Crown punches above its weight on the environmental front, mate. They're a British manufacturer (Crown Paints, based in Darwen, Lancashire) and they've genuinely invested in sustainability rather than just slapping a green leaf on the tin.
The headline points: their water-based emulsions are low VOC or minimal VOC, which is what you want for indoor air quality and that fug-free feeling after decorating. Crown also runs a paint reprocessing scheme — leftover trade paint gets collected and remanufactured rather than landfilled — and they've made real commitments around carbon and waste in their factory. For a high-street brand at this price point, that's a cracking effort.
That said, let's be clear about what eco-friendly means here. Crown is a conventional acrylic/vinyl emulsion — it's not a clay or plant-based natural paint. If you want the genuinely natural, breathable, near-zero-VOC end of the spectrum, that's Earthborn (clay-based, Soil Association approved) or Edward Bulmer (plant-based, fully natural). Crown sits in the middle: a responsible mainstream paint, not a purist's natural paint.
Practically, Crown's range covers the everyday jobs nicely. Crown::Pure Brilliant White is the workhorse ceiling and trim white, and Crown::Bright White gives you a cleaner, cooler crispness. For colour, something like Crown::Woodland Wanderer shows they're not just doing builders' magnolia — there's proper depth in their greens and neutrals (Neutrals and Greys are their strongest families).

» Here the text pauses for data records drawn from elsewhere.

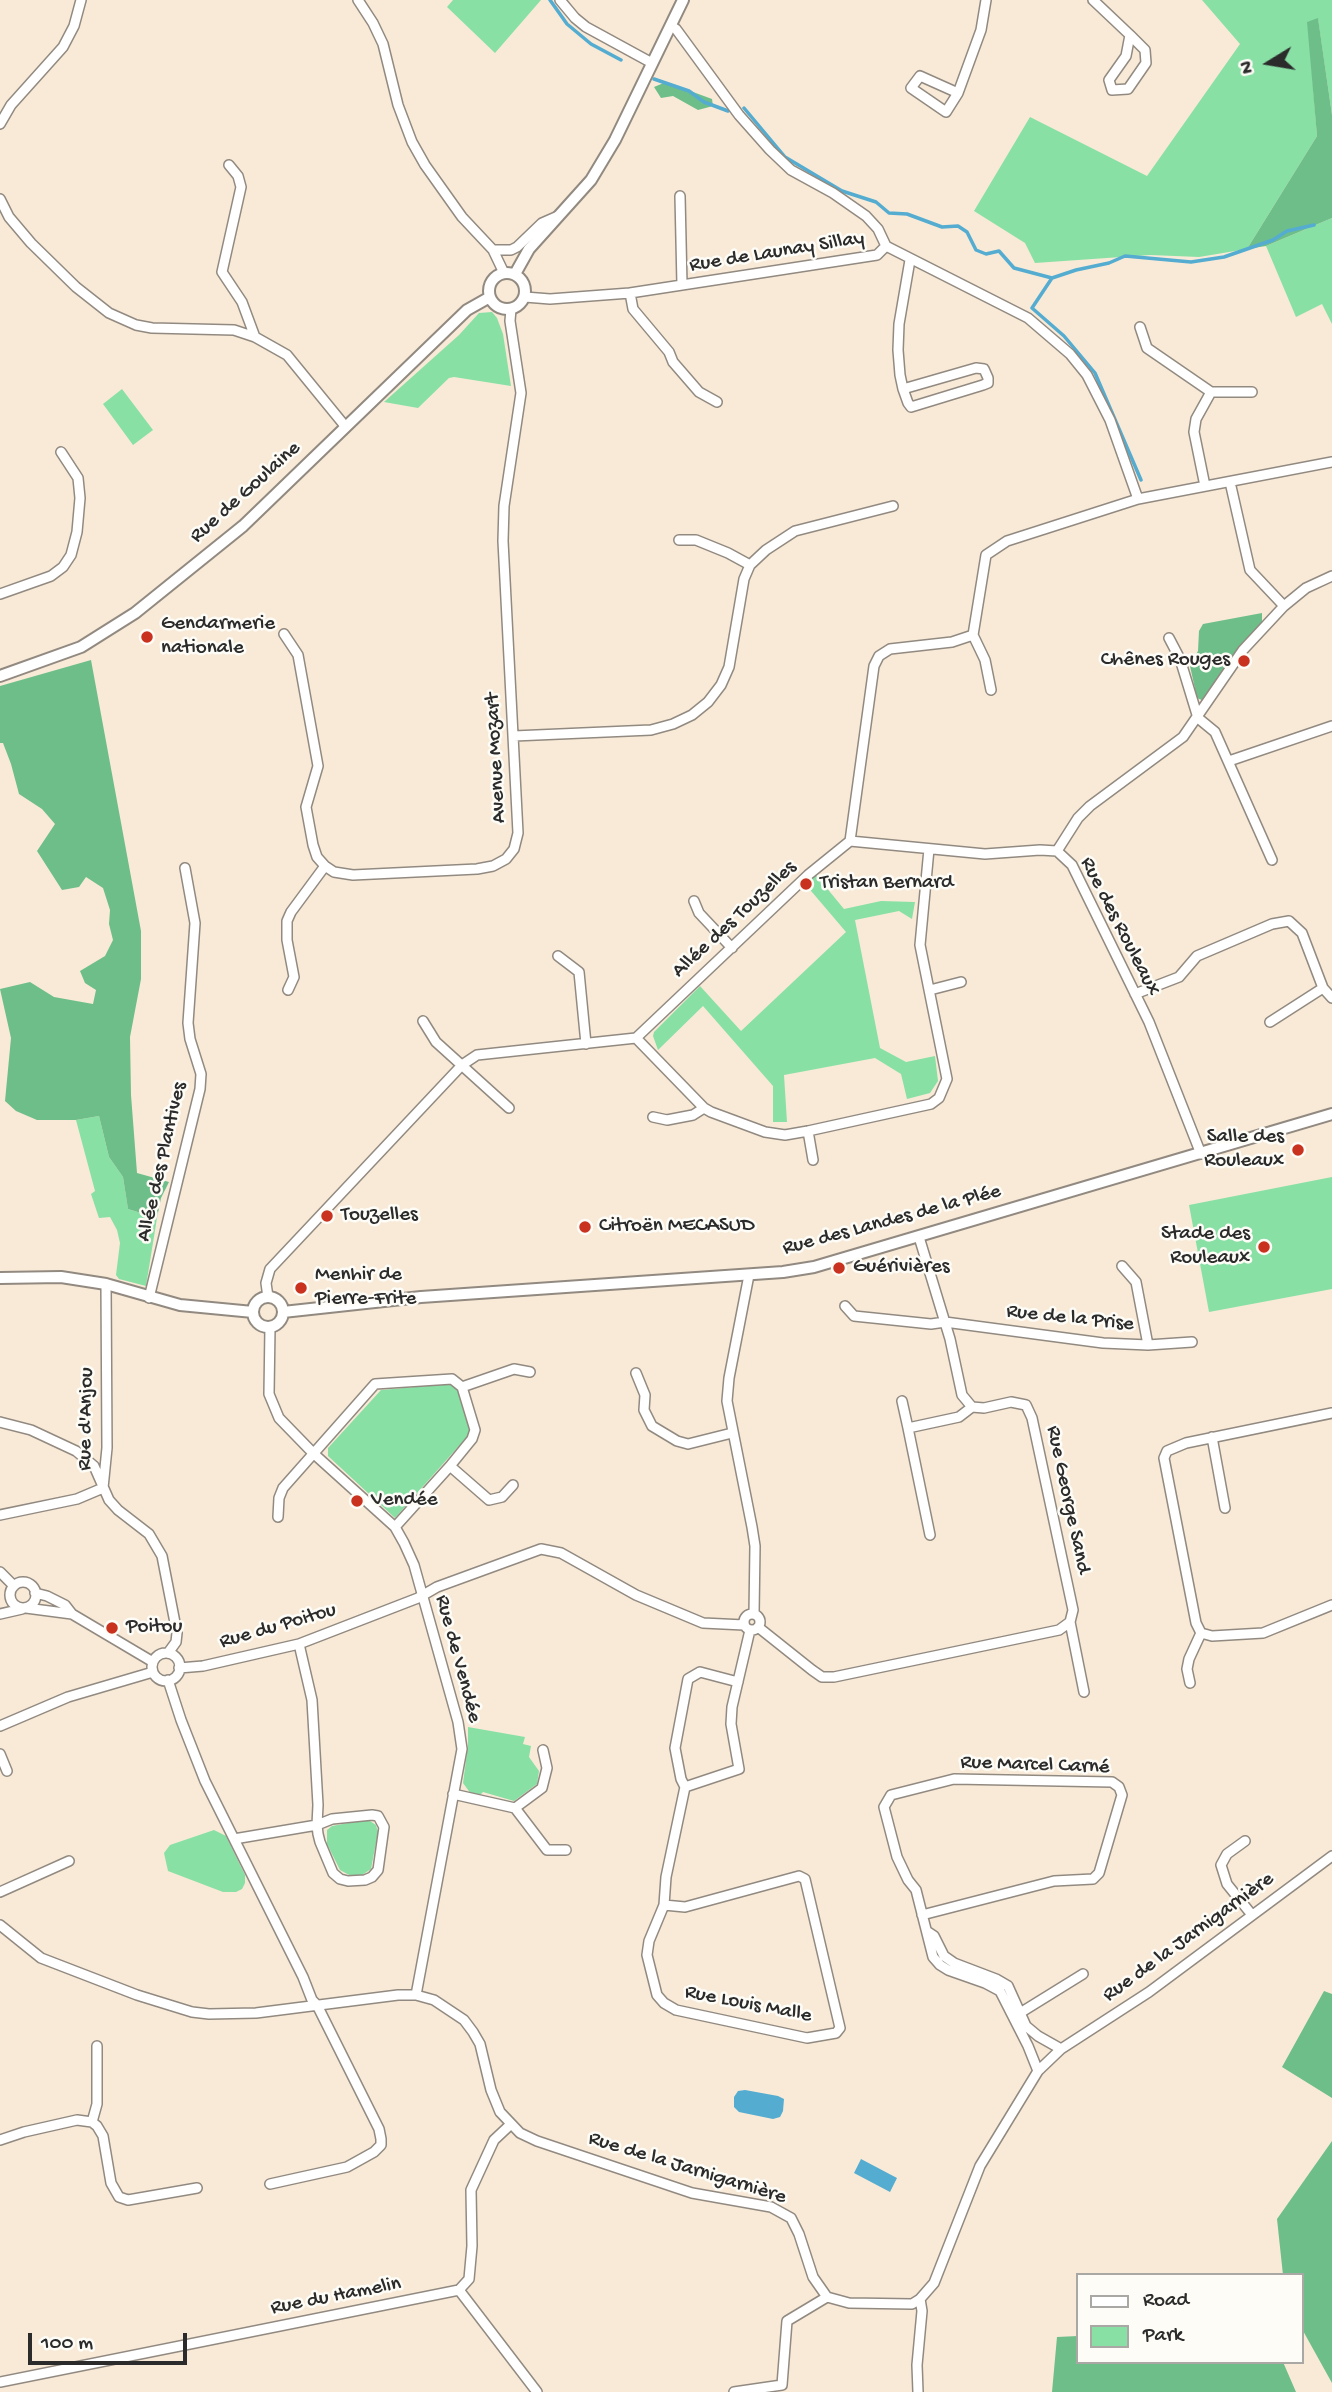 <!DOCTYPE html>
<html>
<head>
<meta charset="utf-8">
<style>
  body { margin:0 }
  #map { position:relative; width:1332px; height:2392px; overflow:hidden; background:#f8ead7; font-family:"Gochi Hand",sans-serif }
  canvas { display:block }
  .legend { position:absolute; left:1076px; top:2273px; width:228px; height:91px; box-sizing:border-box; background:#fdfcf7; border:2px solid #a9a8a5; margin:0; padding:9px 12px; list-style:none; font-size:21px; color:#2b2b2b }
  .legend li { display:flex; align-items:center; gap:14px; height:35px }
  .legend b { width:35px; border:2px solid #a9a8a5 }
  .north { position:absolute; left:1234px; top:28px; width:70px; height:70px; -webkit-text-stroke:5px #fdfcf7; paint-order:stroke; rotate:259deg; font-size:19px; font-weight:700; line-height:28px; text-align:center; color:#2b2b2b }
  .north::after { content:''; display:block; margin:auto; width:24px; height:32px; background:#2b2b2b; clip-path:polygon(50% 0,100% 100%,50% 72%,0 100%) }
  .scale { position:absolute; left:28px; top:2333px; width:159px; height:32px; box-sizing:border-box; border:4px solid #2b2b2b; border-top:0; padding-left:9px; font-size:21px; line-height:24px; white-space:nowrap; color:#2b2b2b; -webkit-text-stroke:5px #fdfcf7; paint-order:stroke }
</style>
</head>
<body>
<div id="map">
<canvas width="1332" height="2392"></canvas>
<ul class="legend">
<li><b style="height:9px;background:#fff"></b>Road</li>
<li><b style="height:19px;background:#88e0a5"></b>Park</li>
</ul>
<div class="north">N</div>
<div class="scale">100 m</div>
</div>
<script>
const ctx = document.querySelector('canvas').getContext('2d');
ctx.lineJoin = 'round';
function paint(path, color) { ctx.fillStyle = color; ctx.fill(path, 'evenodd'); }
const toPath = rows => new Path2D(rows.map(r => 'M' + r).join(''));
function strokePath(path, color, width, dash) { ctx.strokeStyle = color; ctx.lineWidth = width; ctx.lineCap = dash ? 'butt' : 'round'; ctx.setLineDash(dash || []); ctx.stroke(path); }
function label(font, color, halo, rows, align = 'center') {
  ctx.font = font + ' "Gochi Hand",sans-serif'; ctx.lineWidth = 5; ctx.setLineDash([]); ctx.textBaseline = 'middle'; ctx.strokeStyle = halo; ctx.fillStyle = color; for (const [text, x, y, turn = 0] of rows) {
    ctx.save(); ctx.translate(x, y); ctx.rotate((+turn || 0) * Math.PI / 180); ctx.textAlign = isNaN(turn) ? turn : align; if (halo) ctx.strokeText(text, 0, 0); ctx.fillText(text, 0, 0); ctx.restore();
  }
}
paint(toPath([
  [453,0,541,0,495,53,447,7],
  [1202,0,1332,0,1332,115,1318,19,1308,22,1317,136,1247,249,1199,257,1150,255,1035,263,1025,243,974,211,1030,117,1147,176,1240,44],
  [1332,218,1332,324,1322,304,1296,317,1266,246],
  [492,312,497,318,503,334,511,386,454,377,449,378,418,408,384,402,459,335,479,313],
  [122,389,153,430,133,445,103,404],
  [816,875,844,909,881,901,915,902,912,919,899,911,855,920,880,1048,906,1062,935,1056,938,1081,930,1093,907,1099,901,1074,875,1058,784,1075,787,1122,773,1122,773,1086,703,1006,658,1050,653,1036,654,1032,700,986,741,1031,846,932,806,885],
  [99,1116,109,1157,123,1177,128,1209,157,1218,146,1286,119,1279,116,1275,120,1243,117,1230,110,1217,99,1218,91,1194,95,1191,76,1120],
  [1332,1177,1332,1289,1209,1312,1189,1205],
  [450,1384,458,1391,473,1430,395,1518,328,1456,328,1448,381,1390],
  [468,1727,525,1737,523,1744,531,1746,529,1757,539,1771,537,1784,514,1801,483,1792,480,1795,471,1794,463,1783,468,1745],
  [365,1820,370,1821,376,1825,378,1832,371,1869,362,1875,351,1876,340,1870,327,1844,327,1830,332,1826],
  [214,1830,226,1836,245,1875,245,1883,242,1889,236,1892,223,1892,168,1871,164,1853,170,1845]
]), '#88e0a5');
paint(toPath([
  [1318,18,1332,115,1332,218,1266,246,1247,249,1317,136,1307,22],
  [666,82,712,99,713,106,698,110,673,96,661,98,654,87],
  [1262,613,1262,625,1204,701,1197,698,1190,666,1198,651,1199,631,1203,624],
  [91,660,141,931,141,979,130,1037,131,1095,137,1173,169,1182,161,1198,157,1218,128,1209,123,1177,109,1157,99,1116,76,1120,37,1120,16,1111,5,1101,11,1038,0,989,30,982,54,997,93,1004,96,990,85,983,80,971,105,956,113,940,109,924,110,910,103,888,86,877,79,887,62,890,37,851,55,824,42,809,19,794,11,764,3,743,0,743,0,686],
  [1324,1991,1332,1994,1332,2098,1282,2067],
  [1332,2141,1332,2383,1302,2329,1302,2275,1283,2275,1277,2219],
  [1078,2336,1078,2362,1283,2362,1296,2392,1052,2392,1057,2337]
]), '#6ebe8a');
paint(toPath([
  [745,2090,778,2096,784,2099,783,2111,780,2117,773,2119,739,2112,734,2107,734,2097,738,2091],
  [861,2159,897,2178,890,2192,854,2173]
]), '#54acd1');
strokePath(toPath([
  [550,0,567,24,591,44,621,60],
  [654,79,689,91,704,102,728,111],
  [744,108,785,157,842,191,876,202,889,213,907,214,942,227,958,226,967,232,976,250,986,254,999,251,1014,268,1052,278,1032,308,1064,336,1095,373,1141,480],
  [1052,278,1076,270,1109,263,1125,256,1191,262,1224,257,1273,240,1287,231,1314,225]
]), '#54acd1', 3.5);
const minor = toPath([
  [358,0,373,23,383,44,398,105,412,142,425,165,462,217,493,250,504,273],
  [560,0,575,18,586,27,652,63],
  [1093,0,1130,35,1145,50,1146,63,1128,89,1112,90,1109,80,1126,56,1130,35],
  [671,26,676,29,739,115,770,150,791,170,833,193,866,216,878,229,886,246],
  [958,93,920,76,911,88,946,112,958,93,981,30,986,0],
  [0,124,11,105,63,47,74,26,81,0],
  [229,165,238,176,241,187,222,272,242,302,255,337],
  [680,196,682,285],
  [0,199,9,217,31,243,76,287,109,313,136,325,152,328,234,330,255,337,287,355,345,426],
  [886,246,1028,318,1070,354,1087,375,1110,420,1138,499],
  [493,250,511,250,517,247,542,223,558,216],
  [630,293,633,309,669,352,673,362,699,392,717,402],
  [525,297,550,299,630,293,877,255,886,246],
  [1140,327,1147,348,1211,392],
  [903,389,976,368,984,369,988,378,988,383,983,385,911,407,908,403,903,389,900,375,898,350,899,324,910,260],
  [1230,482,1250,570,1284,606],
  [1205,486,1194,432,1196,419,1211,392,1252,392],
  [679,540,696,540,728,553,750,565],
  [0,594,51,576,63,567,71,555,77,532,80,498,78,478,61,452],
  [284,634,298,655,318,766,306,807,313,845,317,857,325,866,334,872,353,875,477,869,493,866,506,859,514,849,518,833,503,541,504,506,521,393,510,321,511,309],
  [973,635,985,660,991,690],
  [1169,638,1180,659,1198,718,1215,732,1272,860],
  [514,736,651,730,673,724,692,715,708,702,721,685,729,667,744,579,750,565,766,550,795,531,893,506],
  [1229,761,1332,726],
  [850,841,985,854,1040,850,1057,851],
  [1057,851,1078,818,1090,806,1183,737,1243,650,1284,606,1306,588,1332,576],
  [1057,851,1072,865,1149,1022,1201,1154],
  [694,901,699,913,732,948],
  [558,956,579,972,586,1044],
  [288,990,294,977,287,940,287,921,291,912,325,866],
  [930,990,961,982],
  [1135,994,1179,977,1197,956,1272,924,1289,921,1302,933,1323,988,1332,998],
  [423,1021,436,1042,509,1108],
  [1270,1022,1323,988],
  [636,1038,704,1108,711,1112,765,1132,785,1135,808,1131,931,1104,939,1098,947,1079,920,945,929,849],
  [653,1117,667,1120,693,1115,704,1108],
  [808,1131,813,1160],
  [1122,1266,1136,1282,1148,1345],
  [749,1275,729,1378,727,1401,752,1527,755,1546,754,1614],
  [268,1297,266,1283,270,1269,462,1065,477,1055,636,1038,808,875,850,841,874,666,879,656,890,649,952,642,973,635,986,555,1007,541,1138,499,1332,462],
  [149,1298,200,1089,201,1074,190,1039,188,1023,195,923,185,868],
  [845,1306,854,1316,931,1324,945,1322,1103,1343,1148,1345,1192,1342],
  [270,1327,269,1394,279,1418,313,1453,395,1527,404,1543,414,1565,458,1722,462,1749,416,1995],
  [636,1373,645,1395,644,1410,652,1426,677,1441,688,1444,732,1433],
  [462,1387,514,1369,530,1372],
  [902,1401,908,1428],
  [1332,1413,1186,1443,1167,1451,1164,1458,1196,1623,1201,1633,1212,1636,1263,1633,1332,1605],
  [0,1422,31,1430,76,1451,94,1466,109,1500,118,1510,149,1534,162,1556,177,1633,176,1642,168,1653],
  [1212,1437,1225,1508],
  [450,1466,489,1500,502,1497,513,1485],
  [0,1515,77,1499,103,1488,107,1448,106,1284],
  [278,1517,279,1498,283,1488,375,1384,452,1379,462,1387,475,1430,472,1439,450,1466,395,1527],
  [930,1535,908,1428,959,1417,972,1407],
  [0,1572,14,1586],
  '10 1595a13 13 0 1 1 26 0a13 13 0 1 1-26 0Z',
  [35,1593,47,1596,65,1605,72,1614],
  [26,1608,72,1614,153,1662],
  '744 1622a8 8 0 1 1 16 0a8 8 0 1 1-16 0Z',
  [0,1614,22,1609],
  [1070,1622,1084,1692],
  [758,1627,812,1670,822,1677,834,1677,1059,1630,1070,1622,1073,1610,1032,1418,1026,1405,1011,1402,984,1408,972,1407,962,1395,950,1339,919,1237],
  '152 1667a14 14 0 1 1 28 0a14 14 0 1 1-28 0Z',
  [179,1668,203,1666,299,1644,418,1598,437,1587,541,1549,561,1553,636,1595,703,1623,744,1625],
  [168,1680,181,1720,205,1781,303,1977,312,2000,317,2005,379,2129,381,2139,381,2145,374,2152,347,2167,270,2184],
  [1190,1683,1187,1669,1189,1659,1201,1633],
  [0,1726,68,1697,153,1672],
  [0,1754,7,1771],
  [685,1787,681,1779,675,1748,688,1679,700,1672,738,1682],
  [453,1794,515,1808,547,1850,566,1850],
  [515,1808,542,1788,547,1768,543,1750],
  [234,1839,317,1825,332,1819,372,1815,378,1816,384,1827,378,1870,372,1877,365,1880,348,1881,340,1879,333,1873,320,1842,318,1834,317,1825,318,1805,312,1700,299,1644],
  [1245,1841,1227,1854,1221,1865,1227,1884,1252,1915],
  [0,1892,69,1861],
  [664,1905,685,1907,799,1876,805,1879,840,2028,836,2033,807,2038,676,2010,664,2003,657,1995,647,1955,649,1941,664,1905,666,1877,685,1787,739,1769,731,1724,732,1707,750,1630],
  [922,1915,1054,1881,1093,1879,1099,1873,1122,1795,1119,1787,1112,1782,954,1779,891,1795,884,1807,897,1857,908,1880,916,1890,933,1957,940,1965,948,1970,985,1983,1000,1991,1028,2046,1038,2071],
  [0,1925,41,1958,137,1995,192,2012,209,2014,256,2013,398,1995,416,1995,434,2000,464,2020,473,2032,480,2044,491,2090,500,2112,520,2133,537,2141,692,2193,771,2207,791,2218,799,2234,813,2277,827,2297,849,2303,912,2304,920,2299,934,2283,980,2166,1038,2071,1061,2049,1149,1992,1332,1856],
  [928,1932,934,1936,944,1956,954,1963,996,1979,1008,1986,1026,2026,1038,2036,1061,2049],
  [1020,2013,1083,1974],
  [92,2122,97,2104,97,2046],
  [0,2140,24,2132,77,2120,92,2122,97,2126,103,2136,111,2183,119,2197,128,2200,197,2188],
  [459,2290,537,2392],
  [0,2382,459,2290,469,2279,472,2246,471,2190,494,2140,510,2125],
  [734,2392,782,2385,787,2321,827,2297],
  [918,2392,917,2365,922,2311,920,2299]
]);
const tertiary = toPath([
  '489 291a18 18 0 1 1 36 0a18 18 0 1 1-36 0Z',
  [515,274,529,249,591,180,615,140,683,0],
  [0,676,81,647,135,613,243,526,467,310,490,297],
  [0,1278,61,1277,106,1284,180,1305,253,1312],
  '253 1312a15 15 0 1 1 30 0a15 15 0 1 1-30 0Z',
  [283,1312,421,1297,783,1272,814,1267,1332,1114]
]);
strokePath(minor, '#928a81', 12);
strokePath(tertiary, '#928a81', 14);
strokePath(minor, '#fff', 9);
strokePath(tertiary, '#fff', 10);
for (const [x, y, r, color] of [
  [147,637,7,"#c8321e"],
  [1244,661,7,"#c8321e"],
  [806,884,7,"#c8321e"],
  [1298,1150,7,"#c8321e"],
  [327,1216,7,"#c8321e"],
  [585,1227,7,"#c8321e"],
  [1264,1247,7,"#c8321e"],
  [839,1268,7,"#c8321e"],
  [301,1288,7,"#c8321e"],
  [357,1501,7,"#c8321e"],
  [112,1628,7,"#c8321e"]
]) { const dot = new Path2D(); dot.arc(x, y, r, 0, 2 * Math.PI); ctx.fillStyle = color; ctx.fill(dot); strokePath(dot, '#fdfcf7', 2.5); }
label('21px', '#2b2b2b', '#fdfcf7', [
  ["Rue de Launay Sillay",777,253,-9],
  ["Rue de Goulaine",246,493,-42],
  ["Avenue Mozart",497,758,-93],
  ["Allée des Touzelles",735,920,-43],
  ["Rue des Rouleaux",1119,927,63],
  ["Allée des Plantives",163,1162,-77],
  ["Rue des Landes de la Plée",892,1221,-15],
  ["Rue de la Prise",1070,1319,6],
  ["Rue d'Anjou",87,1419,-89],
  ["Rue George Sand",1067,1500,78],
  ["Rue du Poitou",278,1627,-16],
  ["Rue de Vendée",457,1659,75],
  ["Rue Marcel Carné",1035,1766,2],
  ["Rue de la Jarnigarnière",1189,1938,-36],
  ["Rue Louis Malle",748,2005,11],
  ["Rue de la Jarnigarnière",687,2169,17],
  ["Rue du Hamelin",336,2297,-11]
]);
label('21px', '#2b2b2b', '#fdfcf7', [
  ["Gendarmerie",161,625],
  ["nationale",161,649],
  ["Chênes Rouges",1230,661,"right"],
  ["Tristan Bernard",820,884],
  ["Salle des",1284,1138,"right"],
  ["Rouleaux",1284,1162,"right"],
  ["Touzelles",341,1216],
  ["Citroën MECASUD",599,1227],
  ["Stade des",1250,1235,"right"],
  ["Rouleaux",1250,1259,"right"],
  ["Guérivières",853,1268],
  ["Menhir de",315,1276],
  ["Pierre-Frite",315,1300],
  ["Vendée",371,1501],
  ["Poitou",126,1628]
], 'left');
</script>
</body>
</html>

My honest take: if your priority is low VOC, decent value and a brand that's doing more than lip service on sustainability, Crown is a sound buy. If you want the absolute greenest paint and breathability matters — old lime-plastered walls, allergy concerns — spend up to Earthborn or Edward Bulmer instead. Check the specific tin's VOC rating before you buy; it varies by product line.